Les prédicteurs d’une vieillesse optimale
La Fondation McArthur pour la recherche sur la vieillesse réussie a piloté une étude longitudinale afin d’identifier les caractéristiques des personnes âgées témoignant d’une vieillesse optimale. Un échantillon de mille centre quatre-vingt-neuf sujets a été évalué dans les domaines biomédical, psychologique, social et physique.

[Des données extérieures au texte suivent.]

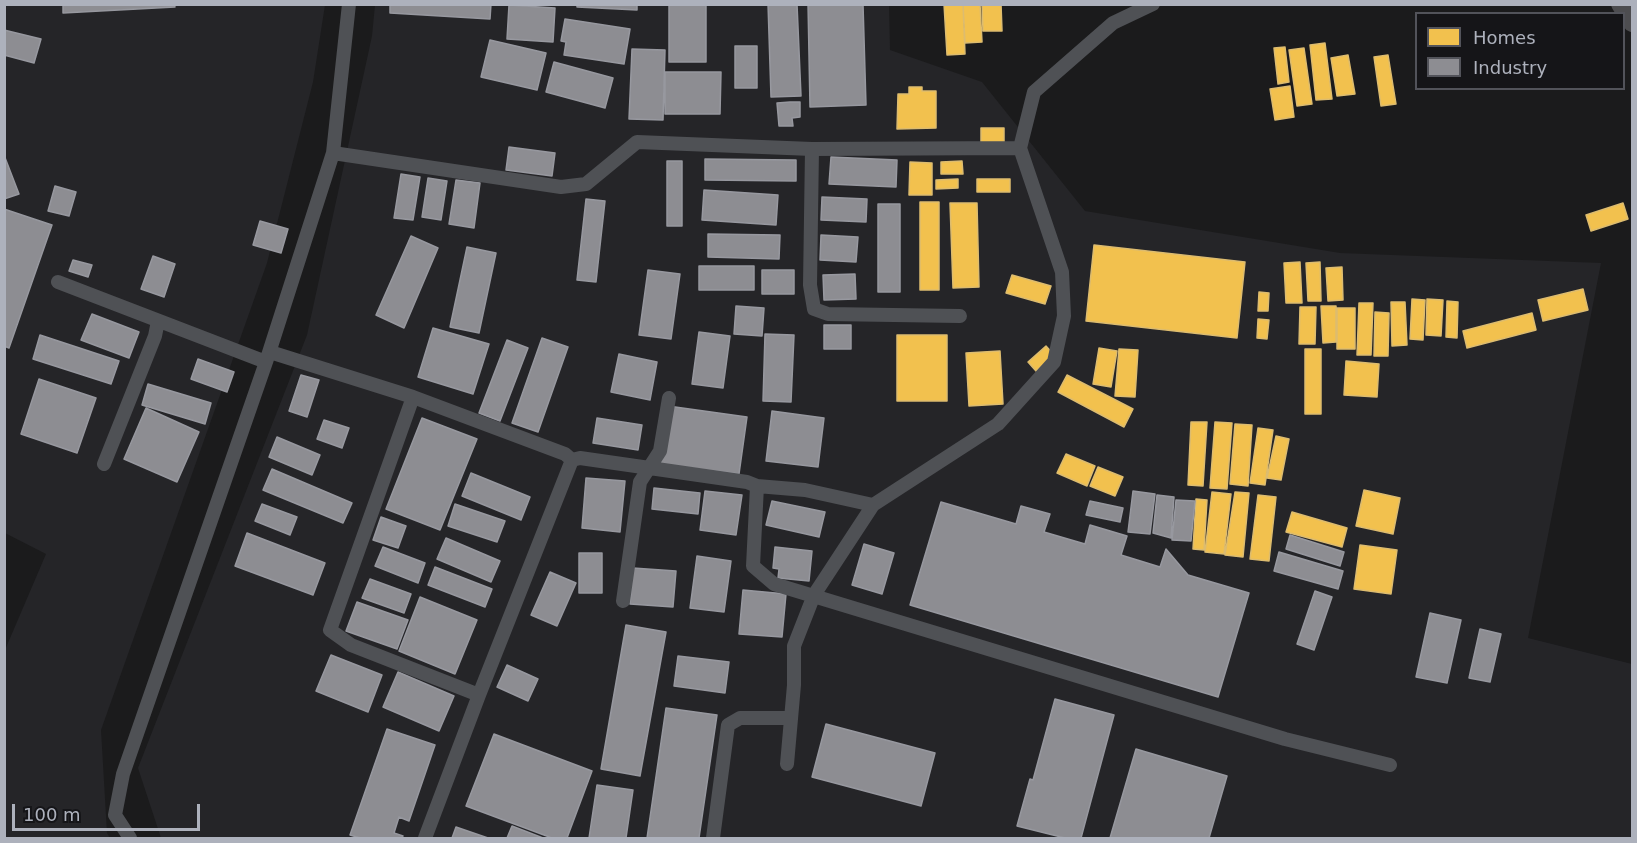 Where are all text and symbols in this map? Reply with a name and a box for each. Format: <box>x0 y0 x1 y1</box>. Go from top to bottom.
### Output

Il apparaît que le meilleur prédicateur d’une vieillesse optimale sur le plan cognitif est le niveau d’études. Il est difficile de déterminer s’il s’agit d’un acquis précoce qui se maintient tout au long de la vie ou si les personnes à haut niveau d’études sont plus tentées dans leur vieillesse d’introduire dans leurs loisirs des activités (lecture, mots croisés, etc.) favorisant un haut maintien de leur cognition. Le deuxième prédicteur est la capacité d’expiration pulmonaire qui est significativement corrélée au maintien des activités cognitives. Le troisième prédicteur est l’augmentation de l’activité physique fatigante (sans excès) dans et autour de son foyer. Enfin, le dernier prédicteur est un facteur de personnalité. Il s’agit de la perception de son efficacité personnelle ou confiance en soi (self-ejficacity). Ce concept a été développé par Bandura (1995). On peut le définir comme la croyance d’une personne dans ses capacités à organiser et à exécuter les actions nécessaires dans les différentes situations de la vie quotidienne. Une croyance positive est nécessaire à un haut maintien de son intellect au cours du vieillissement.